(WHAT TO DO) Gather up every line from the entries below that uses the word "direction".

☆ ☆ ☆ ☆ ☆ ☆ ☆

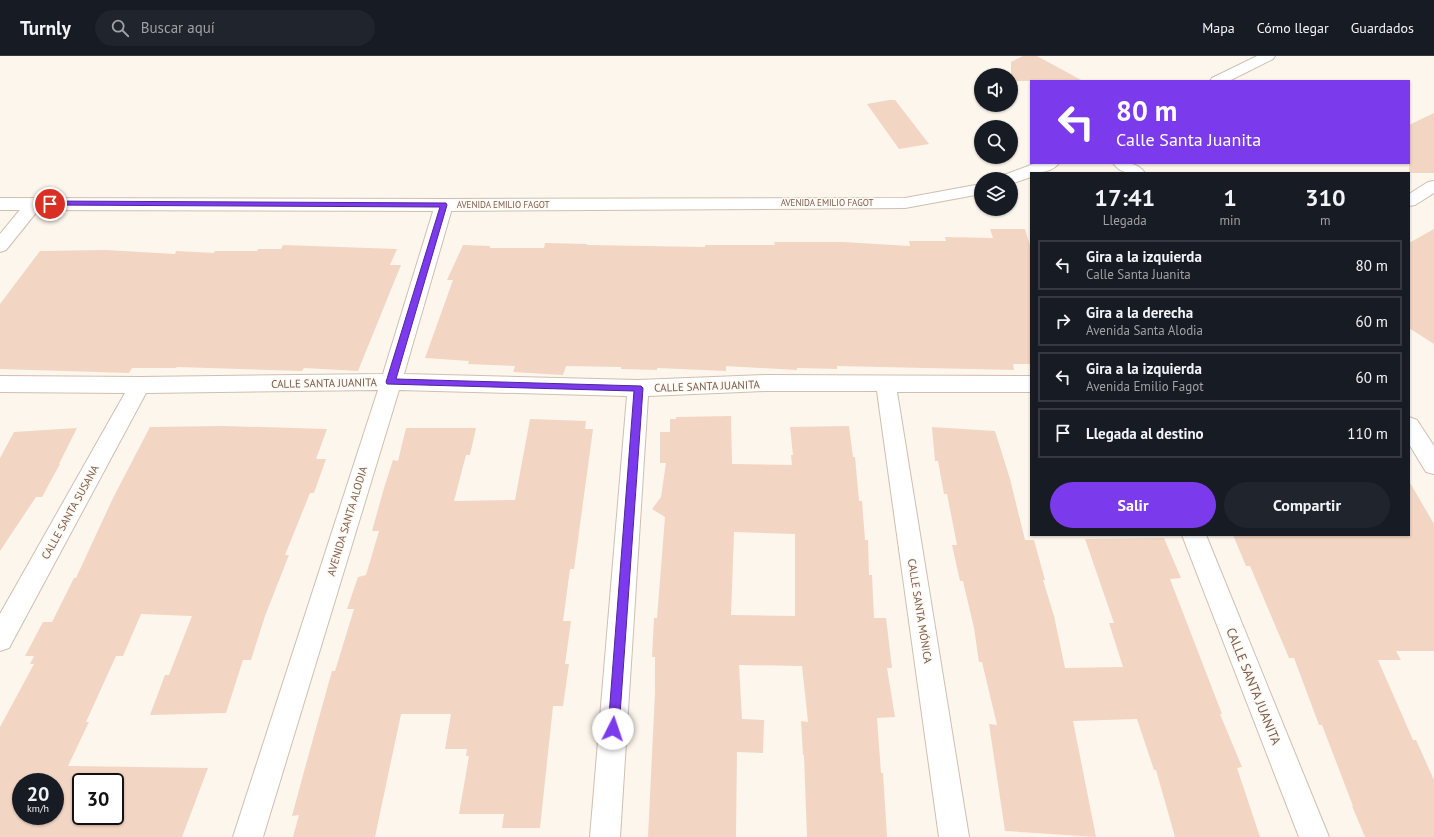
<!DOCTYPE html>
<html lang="es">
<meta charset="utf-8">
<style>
:root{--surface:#171b24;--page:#20242c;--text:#f1f3f6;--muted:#9ea1a6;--line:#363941;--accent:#7c3aed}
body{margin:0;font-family:"PT Sans",sans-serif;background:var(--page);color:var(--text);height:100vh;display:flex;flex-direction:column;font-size:15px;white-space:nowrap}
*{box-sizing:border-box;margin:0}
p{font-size:13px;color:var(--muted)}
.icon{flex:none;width:22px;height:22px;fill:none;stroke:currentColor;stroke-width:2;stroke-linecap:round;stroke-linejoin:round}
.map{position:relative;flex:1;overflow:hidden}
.drawer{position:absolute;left:1030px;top:116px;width:380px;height:364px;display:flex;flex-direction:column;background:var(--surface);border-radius:0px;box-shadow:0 1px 3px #0004}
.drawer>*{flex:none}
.hud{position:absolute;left:1030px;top:24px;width:380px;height:84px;border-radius:0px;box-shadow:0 1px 3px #0004;background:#7c3aed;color:#fff;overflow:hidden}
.tools{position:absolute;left:974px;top:12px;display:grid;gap:8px}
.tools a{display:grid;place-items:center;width:44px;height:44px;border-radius:50%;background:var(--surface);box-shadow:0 1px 3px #0004;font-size:20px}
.speed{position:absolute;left:12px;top:717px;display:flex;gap:8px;font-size:20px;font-weight:700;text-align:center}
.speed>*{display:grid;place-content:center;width:52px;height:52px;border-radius:50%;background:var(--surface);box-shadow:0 1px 3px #0004;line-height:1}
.speed small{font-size:10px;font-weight:400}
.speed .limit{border:2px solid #111;border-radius:6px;background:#fff;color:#111}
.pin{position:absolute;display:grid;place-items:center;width:34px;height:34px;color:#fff;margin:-17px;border:2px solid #fff;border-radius:50%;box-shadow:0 1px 4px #0007}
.me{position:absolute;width:44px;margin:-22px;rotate:4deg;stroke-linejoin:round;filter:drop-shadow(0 0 3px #0008)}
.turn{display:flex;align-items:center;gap:14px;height:84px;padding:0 20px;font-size:18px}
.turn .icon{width:52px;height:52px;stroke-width:2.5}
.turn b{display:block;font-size:28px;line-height:34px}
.eta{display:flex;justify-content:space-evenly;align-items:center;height:68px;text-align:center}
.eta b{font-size:24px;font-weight:700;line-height:28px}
.primary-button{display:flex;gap:8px;margin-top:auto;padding:8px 20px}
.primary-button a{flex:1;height:46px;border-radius:24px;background:var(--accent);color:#fff;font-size:16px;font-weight:700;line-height:46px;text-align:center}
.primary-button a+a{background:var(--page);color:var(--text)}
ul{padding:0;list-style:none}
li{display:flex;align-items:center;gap:12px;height:50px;margin:0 8px 6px;padding:0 12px;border:2px solid var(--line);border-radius:0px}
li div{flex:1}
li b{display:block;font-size:15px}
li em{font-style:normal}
header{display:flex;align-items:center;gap:24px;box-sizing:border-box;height:56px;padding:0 20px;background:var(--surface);border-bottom:1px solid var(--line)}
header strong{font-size:19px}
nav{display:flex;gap:22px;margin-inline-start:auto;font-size:14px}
.search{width:280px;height:36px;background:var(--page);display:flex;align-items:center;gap:10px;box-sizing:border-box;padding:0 14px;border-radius:22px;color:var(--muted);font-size:15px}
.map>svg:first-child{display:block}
.building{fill:#f3d5c3;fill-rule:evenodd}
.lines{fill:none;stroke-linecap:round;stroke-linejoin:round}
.minor-casing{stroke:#d1beb0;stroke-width:2}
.tertiary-casing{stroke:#d1beb0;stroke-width:2}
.minor{fill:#fff;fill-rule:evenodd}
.tertiary{fill:#fff;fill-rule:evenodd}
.route{fill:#7c3aed;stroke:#51269a}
.labels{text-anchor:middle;stroke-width:3;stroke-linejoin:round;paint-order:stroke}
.far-street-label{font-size:9px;fill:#7a5c4d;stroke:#fffaf3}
.street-label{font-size:11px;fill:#7a5c4d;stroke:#fffaf3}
.near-street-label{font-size:13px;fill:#7a5c4d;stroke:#fffaf3}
</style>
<header>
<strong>Turnly</strong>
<div class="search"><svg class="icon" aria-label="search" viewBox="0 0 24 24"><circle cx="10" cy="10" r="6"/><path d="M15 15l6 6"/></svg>Buscar aquí</div>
<nav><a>Mapa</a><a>Cómo llegar</a><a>Guardados</a></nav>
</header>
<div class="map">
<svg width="1434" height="781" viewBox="0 0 1434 781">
<rect width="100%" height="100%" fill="#fdf6ec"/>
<g class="building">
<polygon points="1023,0 1037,0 1083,25 1011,25 1011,6"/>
<polygon points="889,44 895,44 929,88 899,93 867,48"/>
<polygon points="1434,57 1434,117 1409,117 1409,69"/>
<polygon points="990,173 1025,173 1031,193 1031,308 1013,308 1014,314 837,310 837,313 797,312 797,314 726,310 726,315 657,312 657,314 621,313 621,311 566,310 563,319 513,316 515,310 468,308 469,305 425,302 453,224 447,224 463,189 490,190 490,192 544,192 545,187 587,188 587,189 705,191 705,189 775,189 774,186 843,186 910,190 909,185 946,185 945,181 993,182"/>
<polygon points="1434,173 1434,288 1409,272 1409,187"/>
<polygon points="283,189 397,193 390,209 401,209 358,315 304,312 302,315 177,311 176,312 132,312 129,317 0,313 0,248 40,195 106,194 175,198 176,195 214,197 215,195 257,195 258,193 281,193"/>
<path d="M731,360L732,408L792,409L791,399H793L790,371L849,370L853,401H855L859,445H862L865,484H868L869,519H872L874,562H886L892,612H887L895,661L877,662L881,717H883L887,781H807L804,699H803L801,665L808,666L802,610L739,609L742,663L764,664L763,697L737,696L736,781H648L655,636V601H652L654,562H657L665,461L652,453L661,441L666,407H660V376H670V363H676V361ZM734,476L795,478V560L731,559Z"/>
<polygon points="530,363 586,365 585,373 593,373 574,513 570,513 563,565 571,565 565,608 569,608 563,650 553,650 540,772 502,772 504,758 459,758 469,700 466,700 467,693 445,693 451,658 401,658 375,781 293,781 299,759 292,760 306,708 332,615 335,615 354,553 347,553 358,521 366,519 379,475 372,475 384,432 393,404 398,405 406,372 476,372 470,399 466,399 454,445 515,444"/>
<path d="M224,370L327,373L316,403H326L314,437H310L285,499H289L265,560L251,604H243L226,657L150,659L165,619H169L192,560L141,558L123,600H116L86,666H89L68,710L208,712L182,781H0V671L34,608H30L34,600H25L43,566H52L74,522H76L113,442L150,371ZM21,726H55V760H21ZM81,726H115V760H81Z"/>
<polygon points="932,371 995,375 1010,423 1025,484 1034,484 1045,524 1043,524 1054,560 1065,612 1123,611 1109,567 1114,567 1085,483 1164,482 1181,522 1170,523 1222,658 1220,658 1242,711 1237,712 1260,781 1175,781 1156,714 1154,714 1137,663 1073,665 1096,781 1005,775 989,668 997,669 982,606 979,606 974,572 963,525 960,525 952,489 957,489 947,438 944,438 938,405 935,405"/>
<polygon points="77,372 59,408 60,408 42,441 36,441 0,495 0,402 14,376"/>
<polygon points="1409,425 1434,468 1434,595 1396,595 1401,604 1378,604 1413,684 1416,684 1434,724 1434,781 1365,781 1352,750 1353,750 1322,669 1319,669 1294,602 1289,602 1250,510 1246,510 1233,479 1409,479"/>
</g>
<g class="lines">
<defs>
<g id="minor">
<path d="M1113,107C1125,107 1137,105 1145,117C1133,117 1121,119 1113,107Z"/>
<polygon points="1434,125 1434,137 1415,149 1409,150 1409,138 1428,126"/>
<polygon points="34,142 40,144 43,148 6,194 0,196 0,178 28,144"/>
<polygon points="444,143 450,145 453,149 404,318 638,324 766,319 1031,320 1031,336 897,336 969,781 939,781 877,335 766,335 648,340 620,781 590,781 627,340 399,334 263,781 233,781 378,334 146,337 9,592 0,595 0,558 125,337 0,336 0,320 140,321 383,318 435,149 438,145"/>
<polygon points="1409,361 1417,364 1434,390 1434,418 1426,416 1409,388"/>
<polygon points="1182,479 1206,479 1329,781 1299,781"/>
</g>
<g id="tertiary">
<polygon points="1257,0 1275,0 1273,3 1229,25 1210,25 1212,22"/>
<path d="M1036,107H1059C1054,115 1040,117 1031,117V121L1011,128V123H1002L1004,119Z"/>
<polygon points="981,128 981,138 905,152 444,155 0,154 0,142 444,143 905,142"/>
</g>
</defs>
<use href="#minor" class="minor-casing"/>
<use href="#tertiary" class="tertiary-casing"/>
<use href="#minor" class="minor"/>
<use href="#tertiary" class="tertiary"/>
</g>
<polygon class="route" points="50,145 446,147 447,149 396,323 641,330 643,332 619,673 617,677 613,678 609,677 608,673 634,335 387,328 386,326 440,151 47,149 47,146"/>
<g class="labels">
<g class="far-street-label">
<text x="827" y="150">AVENIDA EMILIO FAGOT</text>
<text x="503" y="152">AVENIDA EMILIO FAGOT</text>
</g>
<g class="street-label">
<text transform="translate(324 327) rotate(-1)" y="4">CALLE SANTA JUANITA</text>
<text transform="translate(707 330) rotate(-2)" y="4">CALLE SANTA JUANITA</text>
<text transform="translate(70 456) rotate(-61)" y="4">CALLE SANTA SUSANA</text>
<text transform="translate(347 465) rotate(-73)" y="4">AVENIDA SANTA ALODIA</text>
<text transform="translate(920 555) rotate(81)" y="4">CALLE SANTA MÓNICA</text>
</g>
<g class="near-street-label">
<text transform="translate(1254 630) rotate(68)" y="5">CALLE SANTA JUANITA</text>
</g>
</g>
</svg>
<div class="tools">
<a><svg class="icon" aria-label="sound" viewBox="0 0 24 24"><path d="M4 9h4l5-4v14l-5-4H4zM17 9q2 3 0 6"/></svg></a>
<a><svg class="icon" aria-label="search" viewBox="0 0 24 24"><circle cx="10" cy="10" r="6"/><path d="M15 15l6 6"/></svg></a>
<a><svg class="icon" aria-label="layers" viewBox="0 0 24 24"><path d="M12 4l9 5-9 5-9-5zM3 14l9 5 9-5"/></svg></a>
</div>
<div class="speed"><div>20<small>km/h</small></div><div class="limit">30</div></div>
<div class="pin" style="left:50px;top:148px;background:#d93025"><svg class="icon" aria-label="arrive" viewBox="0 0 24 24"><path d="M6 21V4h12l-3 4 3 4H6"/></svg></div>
<svg class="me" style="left:613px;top:673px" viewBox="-20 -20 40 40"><circle r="19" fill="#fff"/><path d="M0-13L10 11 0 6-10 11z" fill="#7c3aed"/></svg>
<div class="hud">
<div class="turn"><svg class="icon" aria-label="left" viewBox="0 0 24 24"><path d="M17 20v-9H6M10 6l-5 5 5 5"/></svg><div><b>80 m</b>Calle Santa Juanita</div></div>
</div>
<section class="drawer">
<div class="eta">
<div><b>17:41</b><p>Llegada</p></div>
<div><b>1</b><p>min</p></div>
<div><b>310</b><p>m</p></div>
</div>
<ul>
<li><svg class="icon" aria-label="left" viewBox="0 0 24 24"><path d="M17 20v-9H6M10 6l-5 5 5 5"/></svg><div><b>Gira a la izquierda</b><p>Calle Santa Juanita</p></div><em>80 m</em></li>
<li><svg class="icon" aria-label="right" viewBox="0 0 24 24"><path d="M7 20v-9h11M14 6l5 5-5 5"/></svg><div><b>Gira a la derecha</b><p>Avenida Santa Alodia</p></div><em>60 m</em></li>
<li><svg class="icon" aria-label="left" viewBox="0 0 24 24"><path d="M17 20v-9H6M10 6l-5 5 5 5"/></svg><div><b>Gira a la izquierda</b><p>Avenida Emilio Fagot</p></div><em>60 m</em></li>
<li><svg class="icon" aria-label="arrive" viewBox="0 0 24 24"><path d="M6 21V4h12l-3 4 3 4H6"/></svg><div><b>Llegada al destino</b></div><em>110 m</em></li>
</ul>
<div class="primary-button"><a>Salir</a><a>Compartir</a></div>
</section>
</div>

☆ ☆ ☆ ☆ ☆ ☆ ☆

(EXERCISE SOLUTION)
body{margin:0;font-family:"PT Sans",sans-serif;background:var(--page);color:var(--text);height:100vh;display:flex;flex-direction:column;font-size:15px;white-space:nowrap}
.drawer{position:absolute;left:1030px;top:116px;width:380px;height:364px;display:flex;flex-direction:column;background:var(--surface);border-radius:0px;box-shadow:0 1px 3px #0004}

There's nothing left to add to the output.